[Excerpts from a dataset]
Start of Block
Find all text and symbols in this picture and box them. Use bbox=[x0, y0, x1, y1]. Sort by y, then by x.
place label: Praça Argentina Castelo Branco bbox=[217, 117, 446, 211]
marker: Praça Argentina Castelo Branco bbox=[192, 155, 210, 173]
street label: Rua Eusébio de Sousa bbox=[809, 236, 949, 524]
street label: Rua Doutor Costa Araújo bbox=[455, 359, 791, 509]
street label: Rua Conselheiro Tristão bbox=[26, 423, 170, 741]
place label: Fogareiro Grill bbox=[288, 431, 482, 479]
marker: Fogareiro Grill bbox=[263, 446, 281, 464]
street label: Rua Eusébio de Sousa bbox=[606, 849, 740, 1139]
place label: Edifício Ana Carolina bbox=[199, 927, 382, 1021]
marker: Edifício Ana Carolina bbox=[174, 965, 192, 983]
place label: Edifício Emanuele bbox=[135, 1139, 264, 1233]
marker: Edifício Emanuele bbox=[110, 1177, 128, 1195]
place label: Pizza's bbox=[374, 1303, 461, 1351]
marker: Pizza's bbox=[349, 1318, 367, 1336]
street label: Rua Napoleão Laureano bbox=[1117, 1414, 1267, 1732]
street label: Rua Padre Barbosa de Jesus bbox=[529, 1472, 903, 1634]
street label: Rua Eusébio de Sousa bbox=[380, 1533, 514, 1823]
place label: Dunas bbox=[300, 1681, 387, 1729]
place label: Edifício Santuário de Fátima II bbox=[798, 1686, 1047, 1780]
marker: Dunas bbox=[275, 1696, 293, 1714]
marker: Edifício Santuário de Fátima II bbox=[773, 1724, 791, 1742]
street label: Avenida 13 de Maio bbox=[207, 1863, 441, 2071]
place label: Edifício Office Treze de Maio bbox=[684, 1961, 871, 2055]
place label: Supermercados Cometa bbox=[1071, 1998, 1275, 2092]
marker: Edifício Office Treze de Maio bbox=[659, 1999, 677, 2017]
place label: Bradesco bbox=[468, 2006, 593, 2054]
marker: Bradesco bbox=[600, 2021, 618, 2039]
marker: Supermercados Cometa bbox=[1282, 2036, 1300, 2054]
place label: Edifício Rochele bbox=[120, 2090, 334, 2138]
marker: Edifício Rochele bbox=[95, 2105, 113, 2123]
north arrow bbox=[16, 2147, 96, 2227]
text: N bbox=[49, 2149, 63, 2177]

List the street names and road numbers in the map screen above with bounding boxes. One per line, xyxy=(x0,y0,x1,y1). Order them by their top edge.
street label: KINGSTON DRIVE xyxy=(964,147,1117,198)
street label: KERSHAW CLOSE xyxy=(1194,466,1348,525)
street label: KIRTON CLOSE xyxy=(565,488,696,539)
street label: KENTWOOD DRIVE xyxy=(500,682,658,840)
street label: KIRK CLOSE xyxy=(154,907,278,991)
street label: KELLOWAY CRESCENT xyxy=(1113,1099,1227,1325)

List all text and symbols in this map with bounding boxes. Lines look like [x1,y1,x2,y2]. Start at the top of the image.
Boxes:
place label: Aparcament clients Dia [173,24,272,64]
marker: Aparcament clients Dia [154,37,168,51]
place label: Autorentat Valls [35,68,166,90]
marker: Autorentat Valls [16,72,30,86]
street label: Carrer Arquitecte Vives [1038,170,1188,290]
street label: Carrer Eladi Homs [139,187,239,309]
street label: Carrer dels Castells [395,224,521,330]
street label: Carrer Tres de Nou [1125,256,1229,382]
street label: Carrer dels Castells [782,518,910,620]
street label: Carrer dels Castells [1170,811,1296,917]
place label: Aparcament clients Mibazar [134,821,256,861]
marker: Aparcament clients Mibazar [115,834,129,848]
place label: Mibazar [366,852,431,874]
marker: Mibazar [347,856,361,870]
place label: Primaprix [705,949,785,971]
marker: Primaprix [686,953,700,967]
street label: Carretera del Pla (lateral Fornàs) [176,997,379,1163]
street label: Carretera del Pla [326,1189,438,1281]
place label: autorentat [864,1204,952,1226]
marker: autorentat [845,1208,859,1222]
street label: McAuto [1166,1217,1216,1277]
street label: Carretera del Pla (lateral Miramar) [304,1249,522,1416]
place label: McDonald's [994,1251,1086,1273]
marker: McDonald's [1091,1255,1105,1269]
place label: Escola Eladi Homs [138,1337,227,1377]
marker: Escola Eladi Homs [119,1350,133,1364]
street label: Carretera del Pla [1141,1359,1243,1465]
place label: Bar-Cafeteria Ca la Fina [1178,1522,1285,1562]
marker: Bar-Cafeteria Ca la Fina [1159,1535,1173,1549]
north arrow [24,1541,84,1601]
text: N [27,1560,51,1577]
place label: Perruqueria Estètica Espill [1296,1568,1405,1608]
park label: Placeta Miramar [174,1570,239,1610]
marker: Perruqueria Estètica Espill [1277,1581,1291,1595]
End of Block
Each entry above has to be duplicated exactly as it stands.

Find all text and symbols in this picture and box them. Use bbox=[x0, y0, x1, y1]. Sort by y, then by x.
place label: Praça Argentina Castelo Branco bbox=[217, 117, 446, 211]
marker: Praça Argentina Castelo Branco bbox=[192, 155, 210, 173]
street label: Rua Eusébio de Sousa bbox=[809, 236, 949, 524]
street label: Rua Doutor Costa Araújo bbox=[455, 359, 791, 509]
street label: Rua Conselheiro Tristão bbox=[26, 423, 170, 741]
place label: Fogareiro Grill bbox=[288, 431, 482, 479]
marker: Fogareiro Grill bbox=[263, 446, 281, 464]
street label: Rua Eusébio de Sousa bbox=[606, 849, 740, 1139]
place label: Edifício Ana Carolina bbox=[199, 927, 382, 1021]
marker: Edifício Ana Carolina bbox=[174, 965, 192, 983]
place label: Edifício Emanuele bbox=[135, 1139, 264, 1233]
marker: Edifício Emanuele bbox=[110, 1177, 128, 1195]
place label: Pizza's bbox=[374, 1303, 461, 1351]
marker: Pizza's bbox=[349, 1318, 367, 1336]
street label: Rua Napoleão Laureano bbox=[1117, 1414, 1267, 1732]
street label: Rua Padre Barbosa de Jesus bbox=[529, 1472, 903, 1634]
street label: Rua Eusébio de Sousa bbox=[380, 1533, 514, 1823]
place label: Dunas bbox=[300, 1681, 387, 1729]
place label: Edifício Santuário de Fátima II bbox=[798, 1686, 1047, 1780]
marker: Dunas bbox=[275, 1696, 293, 1714]
marker: Edifício Santuário de Fátima II bbox=[773, 1724, 791, 1742]
street label: Avenida 13 de Maio bbox=[207, 1863, 441, 2071]
place label: Edifício Office Treze de Maio bbox=[684, 1961, 871, 2055]
place label: Supermercados Cometa bbox=[1071, 1998, 1275, 2092]
marker: Edifício Office Treze de Maio bbox=[659, 1999, 677, 2017]
place label: Bradesco bbox=[468, 2006, 593, 2054]
marker: Bradesco bbox=[600, 2021, 618, 2039]
marker: Supermercados Cometa bbox=[1282, 2036, 1300, 2054]
place label: Edifício Rochele bbox=[120, 2090, 334, 2138]
marker: Edifício Rochele bbox=[95, 2105, 113, 2123]
north arrow bbox=[16, 2147, 96, 2227]
text: N bbox=[49, 2149, 63, 2177]

List the street names and road numbers in the map screen above with bounding boxes. One per line, xyxy=(x0,y0,x1,y1). Order them by their top edge.
street label: KINGSTON DRIVE xyxy=(964,147,1117,198)
street label: KERSHAW CLOSE xyxy=(1194,466,1348,525)
street label: KIRTON CLOSE xyxy=(565,488,696,539)
street label: KENTWOOD DRIVE xyxy=(500,682,658,840)
street label: KIRK CLOSE xyxy=(154,907,278,991)
street label: KELLOWAY CRESCENT xyxy=(1113,1099,1227,1325)

List all text and symbols in this map with bounding boxes. Lines look like [x1,y1,x2,y2]. Start at the top of the image.
Boxes:
place label: Aparcament clients Dia [173,24,272,64]
marker: Aparcament clients Dia [154,37,168,51]
place label: Autorentat Valls [35,68,166,90]
marker: Autorentat Valls [16,72,30,86]
street label: Carrer Arquitecte Vives [1038,170,1188,290]
street label: Carrer Eladi Homs [139,187,239,309]
street label: Carrer dels Castells [395,224,521,330]
street label: Carrer Tres de Nou [1125,256,1229,382]
street label: Carrer dels Castells [782,518,910,620]
street label: Carrer dels Castells [1170,811,1296,917]
place label: Aparcament clients Mibazar [134,821,256,861]
marker: Aparcament clients Mibazar [115,834,129,848]
place label: Mibazar [366,852,431,874]
marker: Mibazar [347,856,361,870]
place label: Primaprix [705,949,785,971]
marker: Primaprix [686,953,700,967]
street label: Carretera del Pla (lateral Fornàs) [176,997,379,1163]
street label: Carretera del Pla [326,1189,438,1281]
place label: autorentat [864,1204,952,1226]
marker: autorentat [845,1208,859,1222]
street label: McAuto [1166,1217,1216,1277]
street label: Carretera del Pla (lateral Miramar) [304,1249,522,1416]
place label: McDonald's [994,1251,1086,1273]
marker: McDonald's [1091,1255,1105,1269]
place label: Escola Eladi Homs [138,1337,227,1377]
marker: Escola Eladi Homs [119,1350,133,1364]
street label: Carretera del Pla [1141,1359,1243,1465]
place label: Bar-Cafeteria Ca la Fina [1178,1522,1285,1562]
marker: Bar-Cafeteria Ca la Fina [1159,1535,1173,1549]
north arrow [24,1541,84,1601]
text: N [27,1560,51,1577]
place label: Perruqueria Estètica Espill [1296,1568,1405,1608]
park label: Placeta Miramar [174,1570,239,1610]
marker: Perruqueria Estètica Espill [1277,1581,1291,1595]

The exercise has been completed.